The vulnerability itself requires local code execution to invoke GPU system calls. However, in cloud, containerized, or remote access scenarios where users can execute code (e.g., through a web service, Jupyter notebook, or SSH), effective remote exploitation becomes possible. The CVSS AV:N rating captures this transitive remote risk.
What is the difference between this and typical kernel vulnerabilities?
This is a kernel vulnerability, but specifically triggered via GPU driver interfaces rather than system calls. Exploitation may be simpler because GPU APIs are often more permissive than traditional syscalls and less scrutinized for input validation. Heap corruption in the kernel remains a severe primitive for follow-on attacks.

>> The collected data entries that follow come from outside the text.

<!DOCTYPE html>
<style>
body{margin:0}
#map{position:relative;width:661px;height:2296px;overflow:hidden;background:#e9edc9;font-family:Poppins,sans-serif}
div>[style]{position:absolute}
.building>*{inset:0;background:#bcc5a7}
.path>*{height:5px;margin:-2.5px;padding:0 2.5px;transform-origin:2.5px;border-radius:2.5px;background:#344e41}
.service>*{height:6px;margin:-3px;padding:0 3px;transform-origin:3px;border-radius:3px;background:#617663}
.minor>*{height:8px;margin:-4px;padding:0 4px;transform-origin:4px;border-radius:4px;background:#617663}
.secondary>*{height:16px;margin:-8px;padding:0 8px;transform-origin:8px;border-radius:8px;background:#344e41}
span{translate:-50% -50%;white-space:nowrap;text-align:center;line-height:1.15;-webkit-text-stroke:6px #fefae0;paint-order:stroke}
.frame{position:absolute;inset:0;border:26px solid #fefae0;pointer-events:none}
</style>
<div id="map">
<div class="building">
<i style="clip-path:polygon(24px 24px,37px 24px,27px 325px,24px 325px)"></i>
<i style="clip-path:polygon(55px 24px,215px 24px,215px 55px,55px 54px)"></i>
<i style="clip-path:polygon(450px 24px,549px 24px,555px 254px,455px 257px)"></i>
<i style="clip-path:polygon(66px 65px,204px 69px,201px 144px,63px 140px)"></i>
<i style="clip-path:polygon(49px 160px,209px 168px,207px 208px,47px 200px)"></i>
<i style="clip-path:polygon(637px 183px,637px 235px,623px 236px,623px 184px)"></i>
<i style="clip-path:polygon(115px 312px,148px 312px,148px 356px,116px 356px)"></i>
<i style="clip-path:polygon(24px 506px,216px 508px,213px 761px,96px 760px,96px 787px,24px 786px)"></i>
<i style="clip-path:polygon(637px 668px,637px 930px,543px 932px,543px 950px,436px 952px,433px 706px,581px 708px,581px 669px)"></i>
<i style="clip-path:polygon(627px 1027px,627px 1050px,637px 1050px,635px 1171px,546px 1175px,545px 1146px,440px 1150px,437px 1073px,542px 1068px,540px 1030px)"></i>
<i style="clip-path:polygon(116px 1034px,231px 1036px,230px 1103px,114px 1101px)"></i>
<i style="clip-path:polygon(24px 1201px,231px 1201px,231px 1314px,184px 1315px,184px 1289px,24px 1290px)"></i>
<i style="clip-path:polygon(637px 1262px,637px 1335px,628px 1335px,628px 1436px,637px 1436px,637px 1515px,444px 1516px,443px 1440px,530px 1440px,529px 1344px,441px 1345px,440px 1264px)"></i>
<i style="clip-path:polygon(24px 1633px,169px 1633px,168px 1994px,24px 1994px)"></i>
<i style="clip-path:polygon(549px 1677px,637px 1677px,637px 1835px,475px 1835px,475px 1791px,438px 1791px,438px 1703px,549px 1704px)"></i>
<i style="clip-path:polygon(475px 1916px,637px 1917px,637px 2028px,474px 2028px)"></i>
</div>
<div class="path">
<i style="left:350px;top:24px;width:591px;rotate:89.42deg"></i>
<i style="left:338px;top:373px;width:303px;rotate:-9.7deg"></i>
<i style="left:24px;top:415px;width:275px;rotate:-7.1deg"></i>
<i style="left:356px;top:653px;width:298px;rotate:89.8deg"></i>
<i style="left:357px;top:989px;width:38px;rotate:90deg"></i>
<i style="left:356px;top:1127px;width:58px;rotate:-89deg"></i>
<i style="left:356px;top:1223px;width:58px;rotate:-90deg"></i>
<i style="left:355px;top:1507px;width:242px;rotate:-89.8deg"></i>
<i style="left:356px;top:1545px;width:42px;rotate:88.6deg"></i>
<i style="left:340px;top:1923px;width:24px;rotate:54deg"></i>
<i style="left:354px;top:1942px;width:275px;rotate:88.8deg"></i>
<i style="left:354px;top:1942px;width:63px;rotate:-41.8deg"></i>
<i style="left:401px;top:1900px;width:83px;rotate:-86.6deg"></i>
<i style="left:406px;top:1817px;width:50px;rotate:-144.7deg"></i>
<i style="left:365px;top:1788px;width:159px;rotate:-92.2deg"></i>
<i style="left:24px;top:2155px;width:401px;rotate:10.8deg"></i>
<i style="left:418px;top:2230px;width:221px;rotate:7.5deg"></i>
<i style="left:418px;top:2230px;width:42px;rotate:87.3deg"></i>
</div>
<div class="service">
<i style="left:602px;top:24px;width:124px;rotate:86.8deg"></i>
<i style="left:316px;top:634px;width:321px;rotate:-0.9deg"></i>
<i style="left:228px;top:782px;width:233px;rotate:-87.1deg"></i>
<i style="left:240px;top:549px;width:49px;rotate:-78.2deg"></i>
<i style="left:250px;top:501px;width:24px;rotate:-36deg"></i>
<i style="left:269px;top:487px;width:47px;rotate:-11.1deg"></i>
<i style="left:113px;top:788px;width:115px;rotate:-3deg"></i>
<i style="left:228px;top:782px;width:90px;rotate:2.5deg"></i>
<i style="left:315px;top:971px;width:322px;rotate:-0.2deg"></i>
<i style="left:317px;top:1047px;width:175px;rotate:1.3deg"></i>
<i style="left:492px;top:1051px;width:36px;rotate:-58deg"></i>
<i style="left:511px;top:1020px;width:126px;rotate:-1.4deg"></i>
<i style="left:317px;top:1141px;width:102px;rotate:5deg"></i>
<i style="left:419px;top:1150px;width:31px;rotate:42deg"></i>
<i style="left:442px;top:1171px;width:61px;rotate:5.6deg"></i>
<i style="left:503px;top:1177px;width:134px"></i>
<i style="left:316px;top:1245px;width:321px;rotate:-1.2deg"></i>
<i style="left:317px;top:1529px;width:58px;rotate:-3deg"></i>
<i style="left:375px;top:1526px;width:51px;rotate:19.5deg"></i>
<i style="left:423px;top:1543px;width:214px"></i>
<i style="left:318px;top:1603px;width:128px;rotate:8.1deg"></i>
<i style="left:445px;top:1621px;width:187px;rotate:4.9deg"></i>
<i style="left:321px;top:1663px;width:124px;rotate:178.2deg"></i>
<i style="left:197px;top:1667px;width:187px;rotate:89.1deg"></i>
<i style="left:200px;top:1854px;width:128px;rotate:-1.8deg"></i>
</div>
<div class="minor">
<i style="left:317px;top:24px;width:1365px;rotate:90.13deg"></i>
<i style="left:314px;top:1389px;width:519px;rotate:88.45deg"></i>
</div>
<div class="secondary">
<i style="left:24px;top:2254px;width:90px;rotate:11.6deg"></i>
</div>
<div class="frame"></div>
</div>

Should we disable GPUs to mitigate this?
Disabling GPU drivers is a valid temporary mitigation for non-critical systems, but impractical for GPU-dependent workloads. Prioritize patching instead. Short-term mitigations include restricting local user access, using container isolation, or applying least-privilege access to GPU APIs while patches are validated.
This analysis is based on publicly available vulnerability data as of the publication date. Affected products and vendor-specific patch details are not yet finalized; organizations must verify current vendor advisories for their specific GPU driver and kernel versions. No exploit code is provided or endorsed. Testing patches in non-production environments is mandatory before deployment. This intelligence is informational and does not constitute legal or regulatory compliance advice. SEC.co and its authors assume no liability for actions taken or not taken based on this report. Source: NVD (public-domain), retrieved 2026-07-15. Analysis generated by SEC.co (claude-haiku-4-5).